File and Object Storage

 View Only

S3 tiering to tape with NooBaa Part 5  - AWS S3 Glacier API fundamentals

By Nils Haustein posted Fri March 22, 2024 07:20 AM

  

In part 3 of this article series, we explained basic techniques to tier (migrate and recall) S3 objects from disk to tape using NooBaa, IBM Storage Scale and IBM Storage Archive EE. In part 4, we demonstrated techniques leveraging object metadata and tags to better control migrations and recalls. Object metadata and tagging requires discipline from the S3 user to apply these metadata fields and tags consequently. Unless transparent recalls are disabled using Storage Archive options, there is still the danger of getting many transparent recalls that can lead to recall storms.

To avoid recall storms, NooBaa supports the AWS S3 Glacier API.  Glacier provides additional operations on top of the S3 API facilitating retrieval or restoration of objects from high latency media like tapes. Object stored in a Glacier storage class cannot be retrieved using standard GET operations. Instead, the S3 user must first use the Restore-Object operation provided by the Glacier API to request the recall from tape. After the object was recalled from tape to disk, the user can use the standard GET operations to retrieve the object.

In this part of the blog article series, we explain the fundamentals of AWS S3 Glacier and demonstrate how it works with NooBaa in combination with Storage Scale. We do not migrate and recall objects during this demonstration because it requires manual interventions. We will elaborate on automation of migration and recalls along with Glacier operations in the next part of this series.

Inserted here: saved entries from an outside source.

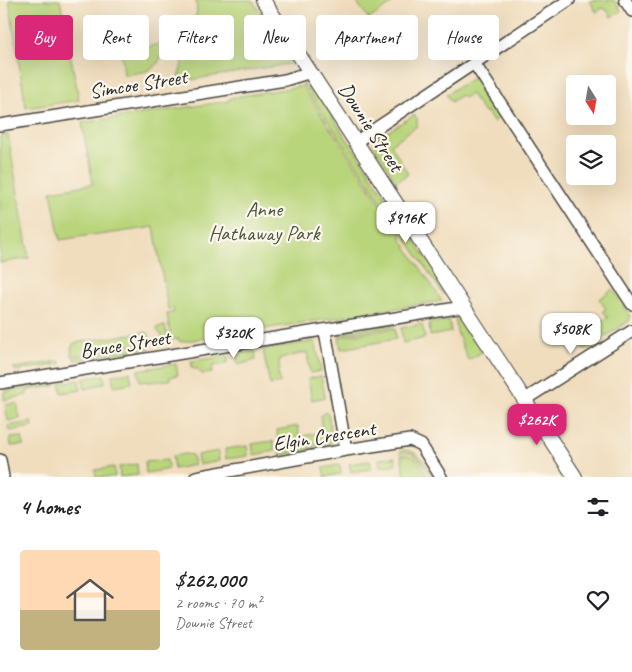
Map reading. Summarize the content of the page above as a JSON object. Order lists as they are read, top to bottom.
{
  "streets": {
    "main road": ["Downie Street"],
    "street": ["Simcoe Street", "Bruce Street", "Elgin Crescent"]
  },
  "crossings": [
    ["Simcoe Street", "Downie Street"],
    ["Downie Street", "Bruce Street"]
  ],
  "parks": ["Anne Hathaway Park"],
  "north": "bottom",
  "page": {
    "chip": [
      "Buy",
      "Rent",
      "Filters",
      "New",
      "Apartment",
      "House"
    ],
    "price": [
      "$916K",
      "$508K",
      "$320K",
      "$262K"
    ],
    "heading": "4 homes",
    "list": [
      {
        "name": "$262,000",
        "note": "2 rooms · 70 m² · Downie Street"
      }
    ]
  }
}
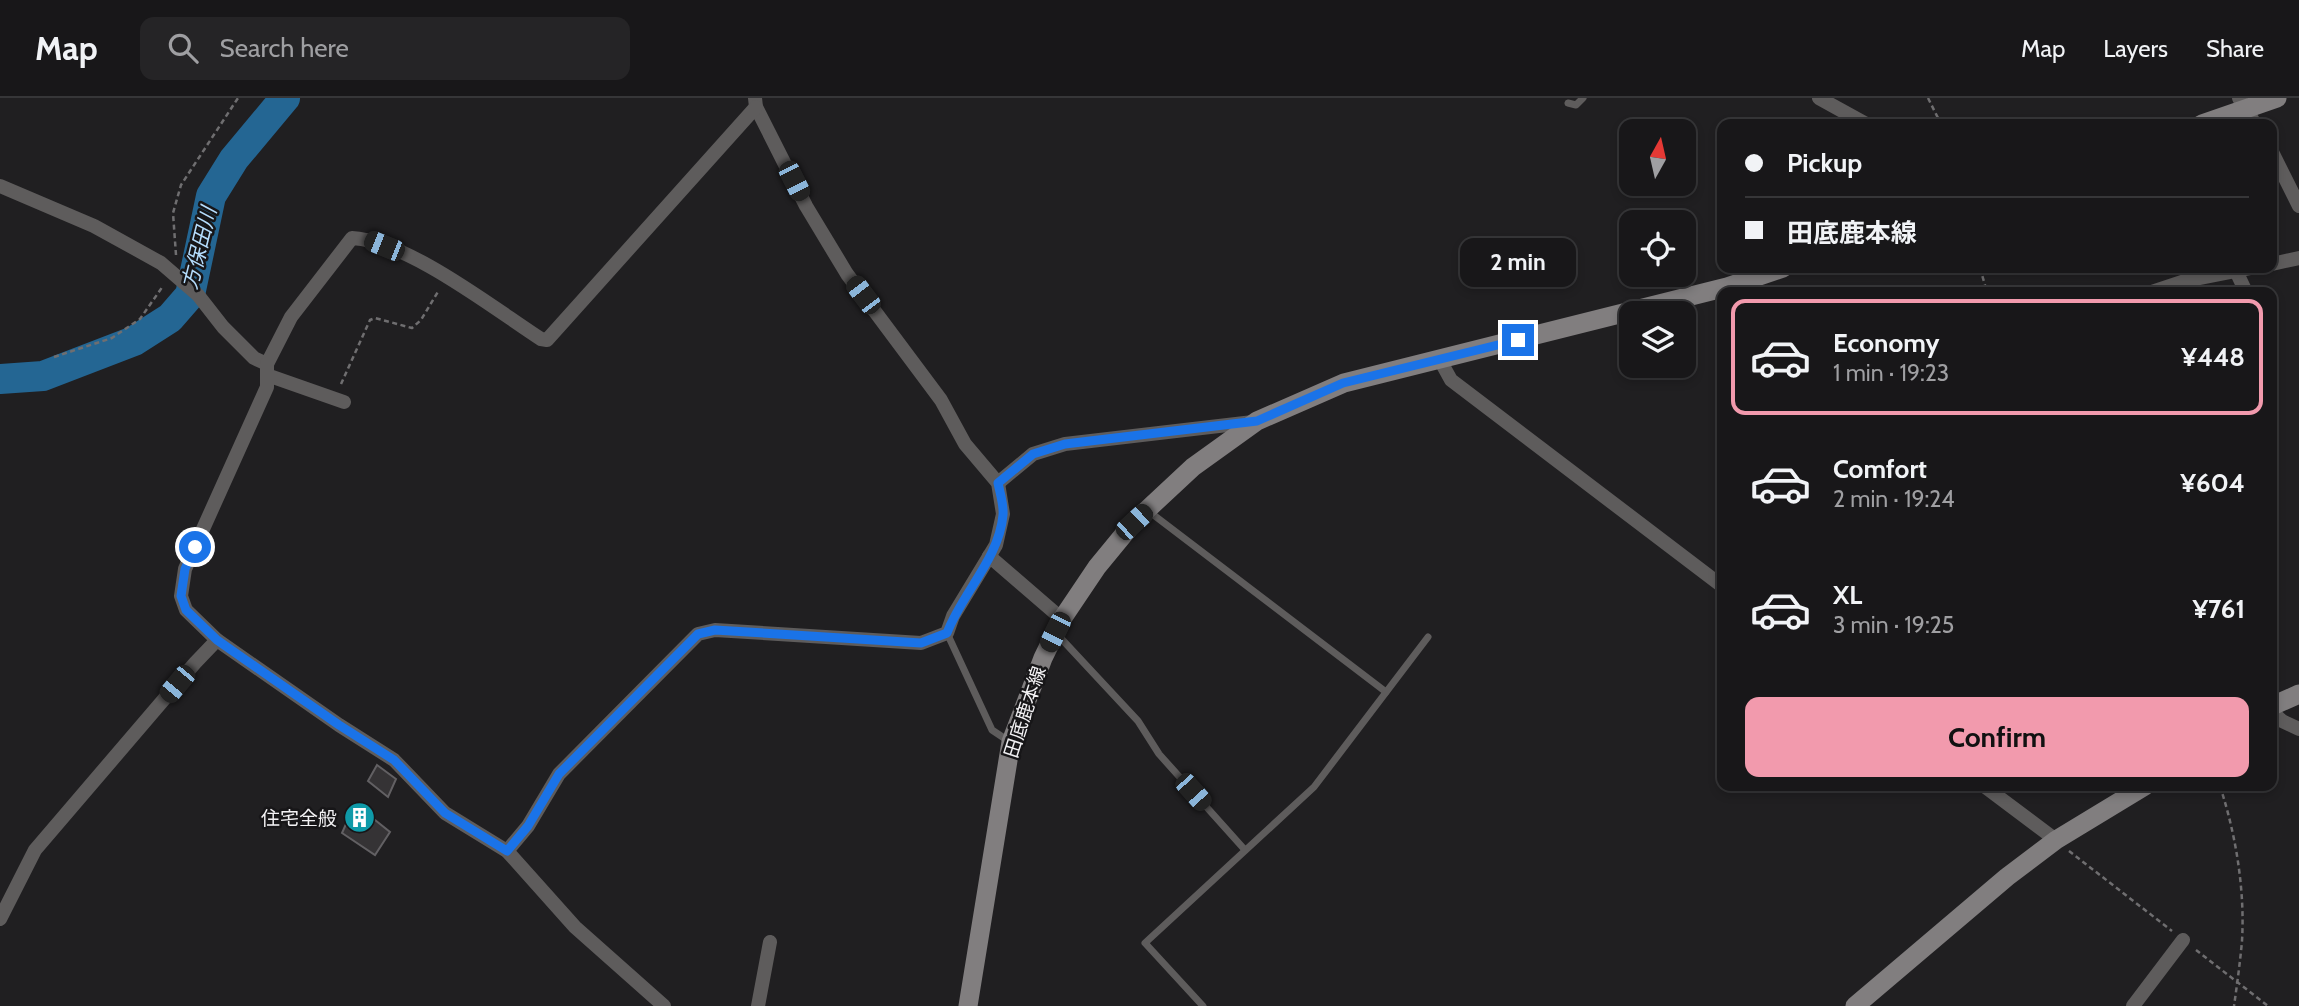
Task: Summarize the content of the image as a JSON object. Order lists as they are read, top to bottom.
{
  "streets": {
    "main road": ["田底鹿本線"]
  },
  "water": ["方保田川"],
  "places": {
    "building": ["住宅全般"]
  },
  "north": "top",
  "page": {
    "header": "Map",
    "search": "Search here",
    "nav": ["Map", "Layers", "Share"],
    "banner": ["Pickup", "田底鹿本線"],
    "bubble": "2 min",
    "list": [
      {
        "name": "Economy",
        "note": "1 min · 19:23",
        "value": "¥448"
      },
      {
        "name": "Comfort",
        "note": "2 min · 19:24",
        "value": "¥604"
      },
      {
        "name": "XL",
        "note": "3 min · 19:25",
        "value": "¥761"
      }
    ],
    "buttons": "Confirm"
  }
}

NooBaa Glacier fundamentals

In this section we demonstrate the fundamental behavior of Glacier with NooBaa on IBM Storage Scale. We show manual steps to prepare Glacier objects for restoration to foster the understanding of the Glacier implementation with NooBaa NSFS. In the next article, we will demonstrate automation for all many manual steps shown below.

Enable Glacier in NooBaa

To enable the basic Glacier function in NooBaa, two parameters must be added to the NooBaa configuration file (for more details about the NooBaa configuration file refer to Section Customize and start the NooBaa service of Part 2 in this series). The two configuration parameters are NSFS_GLACIER_ENABLED=true and NSFS_GLACIER_LOGS_ENABLED=false as shown in the example below:

# cat /ibm/cesshared/noobaa/config.json

{

    "ENDPOINT_FORKS": 0,

    "UV_THREADPOOL_SIZE": 64,

    "ALLOW_HTTP": true,

    "NSFS_GLACIER_ENABLED": true,

    "NSFS_GLACIER_LOGS_ENABLED": false

}

Note, setting NSFS_GLACIER_LOGS_ENABLED to false will not log the objects to be migrated or recalled in a log file. We use this option to demonstrate manual steps. When automating migration and recalls of Glacier objects, this option is set to true.

If the parameter NSFS_GLACIER_LOGS_ENABLED is set to true (default) or when running a downstream version of NooBaa, then an additional directory must be created. Check if these the following directory exists:

# ls -l /var/run/noobaa-nsfs/wal/

If this directory does not exist, then create this directory and allow the user running the NooBaa service read and write access:

# mkdir -p /var/run/noobaa-nsfs/wal

To make the new configuration parameter effective the NooBaa service must be restarted:

# systemctl restart noobaa_nsfs

Objects are associated with Glacier through the storage class GLACIER. The storage class is provided during PUT operation by the S3 user. Objects associated with the storage class GLACIER cannot be GET without having them restored.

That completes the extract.